Friday, January 7, 2011

Opposing Totalitarian Islam: Resisting Eurabian Nightmare

For Europeans, Europe is becoming an expensive retirement home for a shrinking demographic. For third world muslim immigrants, Europe is a wealthy world of never-ending welfare payments and first-class obstetrical wards. Muhammad is becoming the most popular name for boys in newborn nurseries, grammar schools, and prisons across Europe. Third world immigrants and their children appear to be inheriting Europe from far meeker and far more anti-natalist Europeans.

Small pockets of pro-European and anti-IslamoTotalitarian resistance have arisen in various parts of the dying continent. German Thilo Sarrazin is one European courageous enough to stand up and brave the ire of the politically correct ruling classes of Europe. Sarrazin's book has sold well in Europe, and has been a wakeup call to concerned Europeans who had sensed the impending end of European liberalism, but had not been able to put words to the building sense of dread they had been feeling.

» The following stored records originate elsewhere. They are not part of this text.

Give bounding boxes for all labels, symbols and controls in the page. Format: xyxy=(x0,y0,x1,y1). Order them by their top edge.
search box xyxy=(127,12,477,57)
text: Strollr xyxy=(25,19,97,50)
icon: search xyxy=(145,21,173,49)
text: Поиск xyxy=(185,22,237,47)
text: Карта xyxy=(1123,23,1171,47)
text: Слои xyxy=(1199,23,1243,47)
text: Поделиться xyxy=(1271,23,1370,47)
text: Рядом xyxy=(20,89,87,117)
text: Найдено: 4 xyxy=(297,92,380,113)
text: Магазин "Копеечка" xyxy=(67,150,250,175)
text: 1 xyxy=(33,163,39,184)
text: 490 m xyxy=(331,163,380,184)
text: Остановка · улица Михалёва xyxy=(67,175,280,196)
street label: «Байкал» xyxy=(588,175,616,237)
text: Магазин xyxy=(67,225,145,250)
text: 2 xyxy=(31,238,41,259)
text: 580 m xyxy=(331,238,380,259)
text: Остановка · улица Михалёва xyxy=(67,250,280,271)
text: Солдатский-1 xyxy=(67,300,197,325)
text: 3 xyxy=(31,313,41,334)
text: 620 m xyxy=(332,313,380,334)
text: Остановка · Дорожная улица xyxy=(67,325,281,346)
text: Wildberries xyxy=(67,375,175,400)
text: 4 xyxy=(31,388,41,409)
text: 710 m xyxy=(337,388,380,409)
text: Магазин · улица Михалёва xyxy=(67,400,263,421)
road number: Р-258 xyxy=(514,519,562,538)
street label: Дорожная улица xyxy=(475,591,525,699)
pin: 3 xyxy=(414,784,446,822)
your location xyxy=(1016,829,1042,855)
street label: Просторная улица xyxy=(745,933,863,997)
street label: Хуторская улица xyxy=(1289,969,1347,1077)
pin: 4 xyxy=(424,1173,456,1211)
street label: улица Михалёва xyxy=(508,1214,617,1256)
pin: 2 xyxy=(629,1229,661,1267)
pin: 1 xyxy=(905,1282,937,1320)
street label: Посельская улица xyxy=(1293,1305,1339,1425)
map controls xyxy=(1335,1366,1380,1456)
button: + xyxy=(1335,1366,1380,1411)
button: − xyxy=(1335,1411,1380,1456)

Dutchman Geert Wilders is another European willing to risk everything to save at least a small part of Europe's future for the European demographic. Wilders has recently been put on trial by a corrupt and dishonest Netherlands court for speaking the truth about totalitarian Islam's threat to Europe. When the corrupt and illegal behind-the-scenes byplay of the court became known, a re-trial was ordered.

In Germany, a new voice for free Europe is beginning to speak out. Rene Stadtkewitz has abandoned Angela Merkel's Christian Democrat Party to form a new political party in Germany -- the new Freedom Party. Stadtkewitz has been encouraged by the pro-European actions of Wilders and Sarrazin, and hopes to turn Germany away from the suicidal demographic path along which its leaders are taking it.
The party is still small, but it is growing, particularly in Berlin and the western state of North Rhine-Westphalia. It welcomed its 1,000th member in December. There are plans to form state organizations in the coming months, and a central party office is in the works. Stadtkewitz would like to see his party headquarters located in downtown Berlin, in its political center, but for now the party meets in Reinickendorf, an outlying district in the city's northwest.

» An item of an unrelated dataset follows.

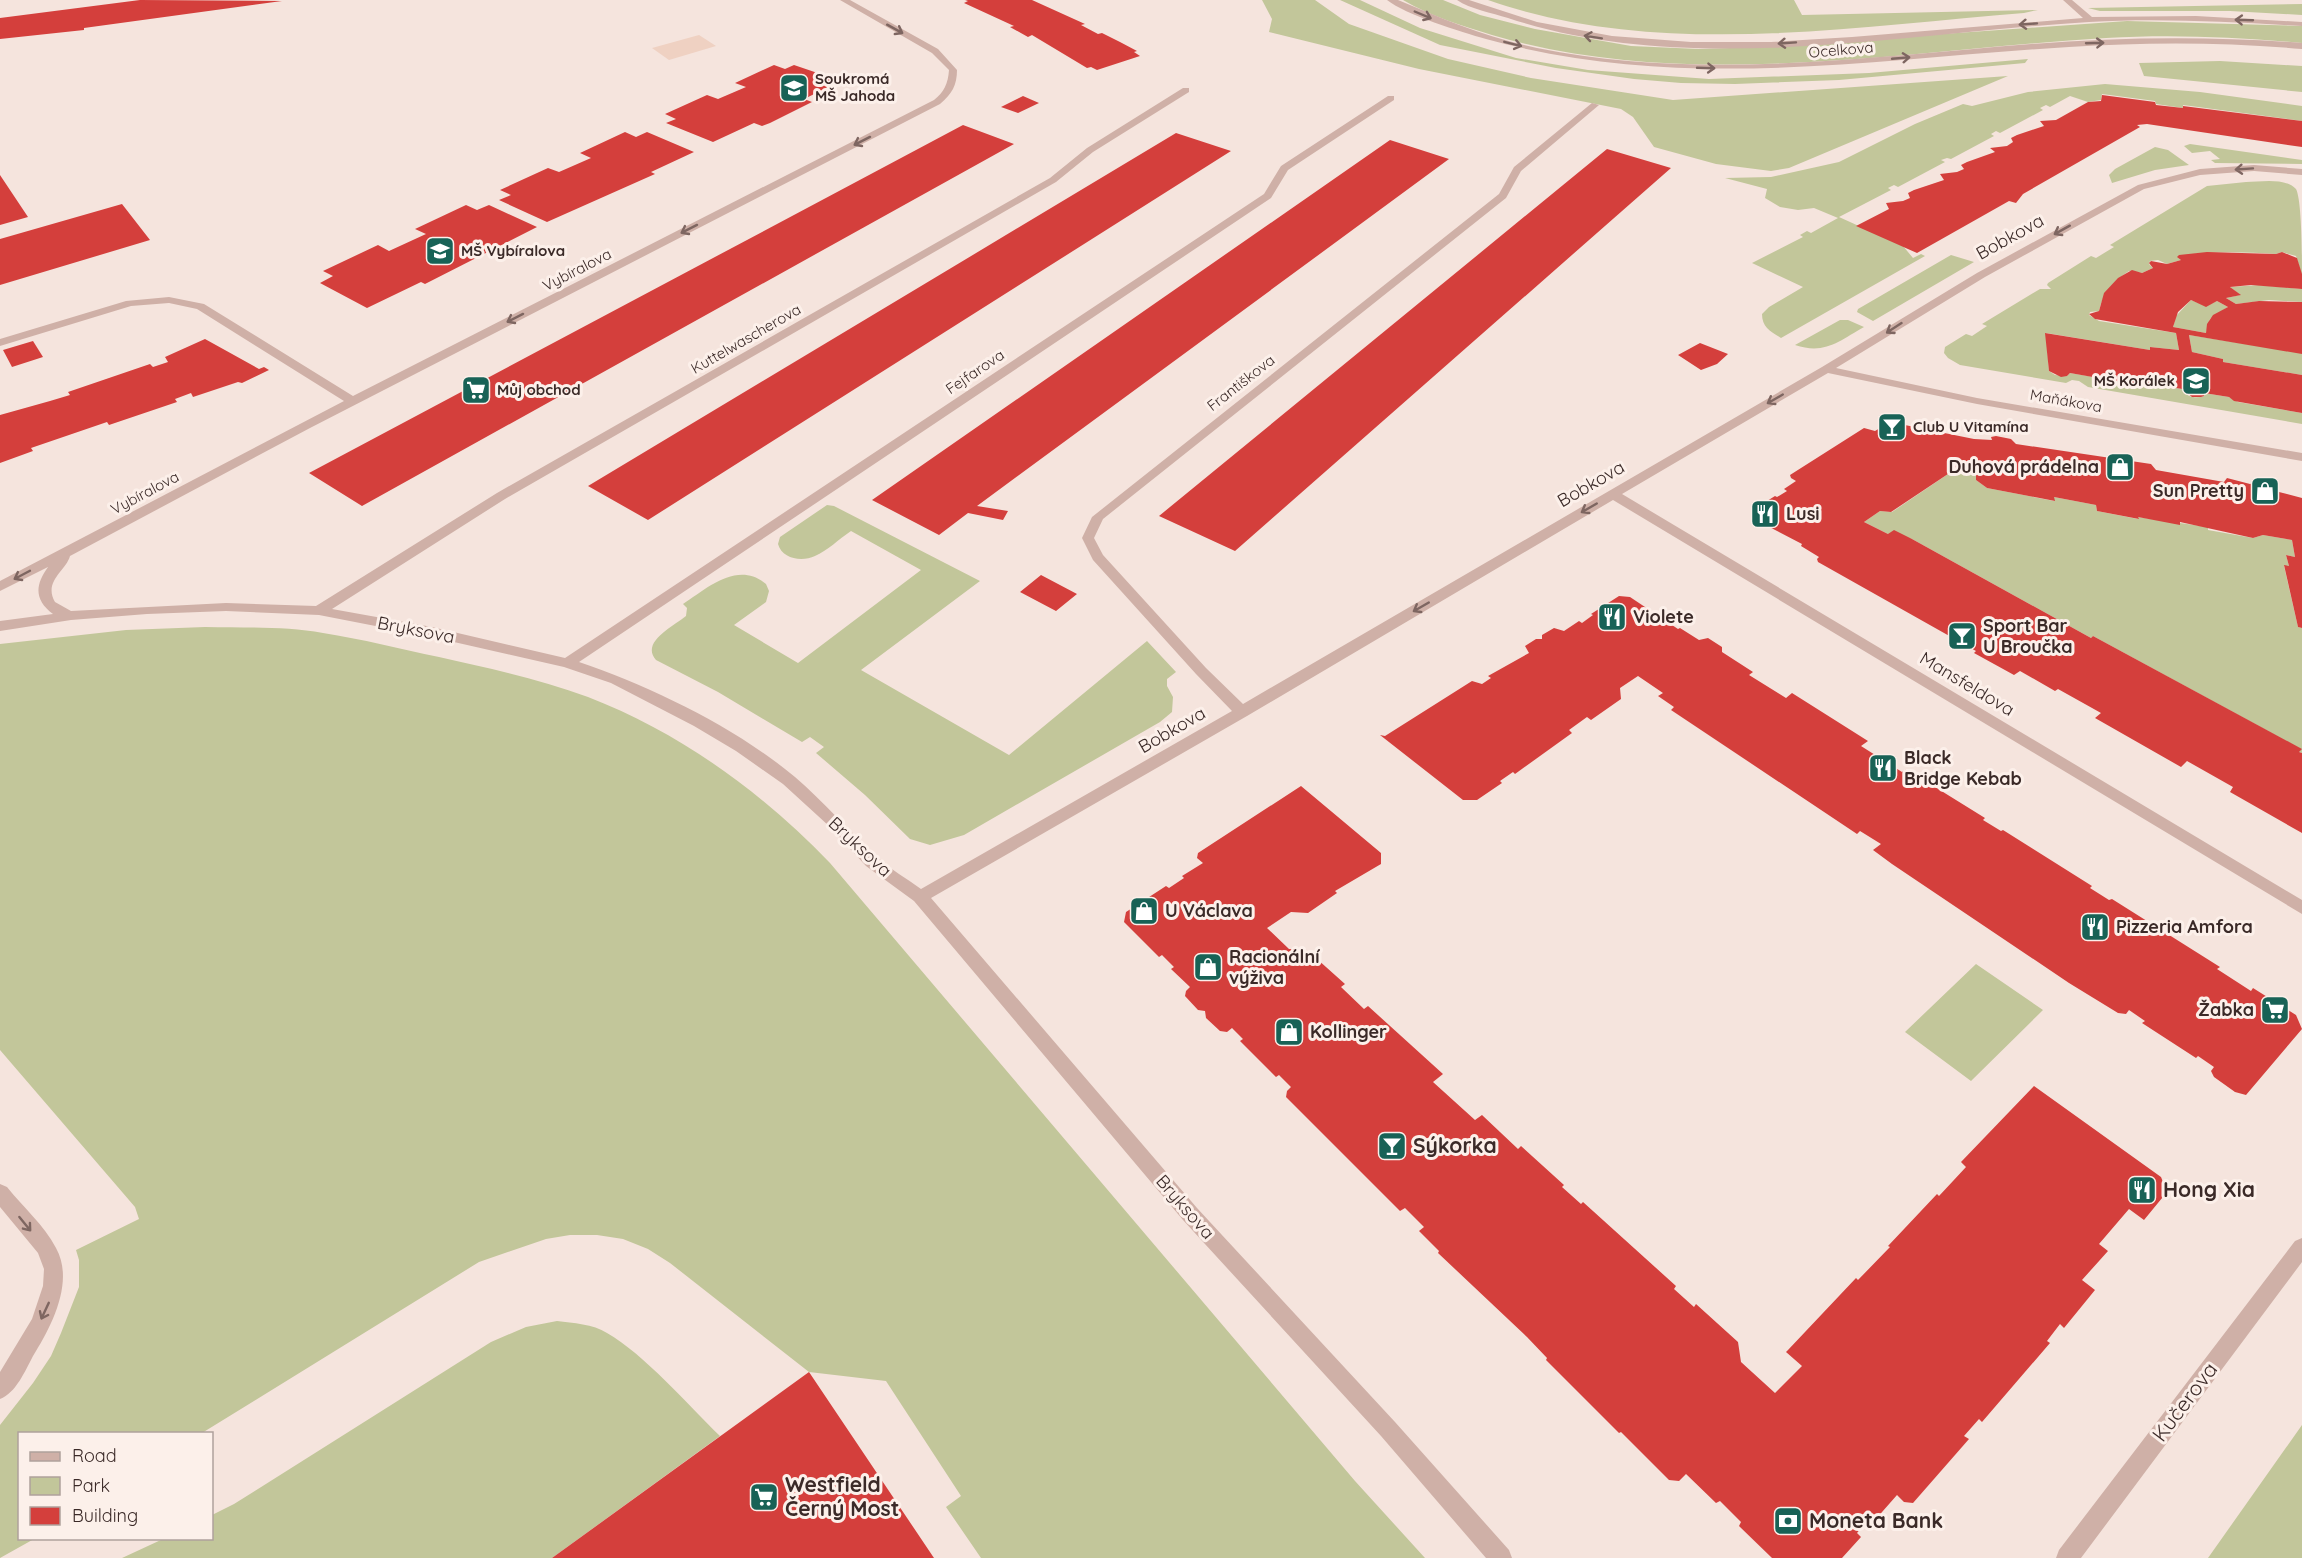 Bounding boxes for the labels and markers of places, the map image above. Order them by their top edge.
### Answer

The party's future will be shaped next year, when Berlin holds its parliamentary elections. "That will be the deciding moment. If we don't manage to get into the parliament, the party will be all but dead," says Stadtkewitz. But he also says that he expects to capture "significantly more than five percent of the vote."

He would like to have a strong figure to lead the campaign, a prominent face. But he will probably end up having to assume that role himself. Stadtkewitz wants to hire a coach to show him how to write statements, how to get into the news and how to score points as a guest on talk shows. "I have to become tougher, clearer and more trenchant. I also have to provoke. Just like Wilders."

Geert Wilders, the hero of the European anti-Islam movement, is Stadtkewitz's role model, even though he would never admit it. Nevertheless, he is already benefiting from Wilders' contacts. Stadtkewitz is now part of a European movement. In December, it took him to Israel, together with Heinz-Christian Strache, the chairman of the Freedom Party of Austria (FPÖ), Belgian politician Filip Dewinter of the similarly oriented Flemish nationalist Vlaams Belang Party, and Kent Ekeroth of the national and anti-Islamic Sweden Democrats. _Spiegel
The leaders of the EU have unleashed the Eurabian nightmare on the continent. The people are just beginning to respond, and it is unclear what the outcome of this particular battle against totalitarian Islam will be. However the people of Europe choose, we should hope that they do not choose the path that leads to being smothered under the soft pillows of their state-run nursing homes, by legions of young pro-natalist third world attendants named Muhammad.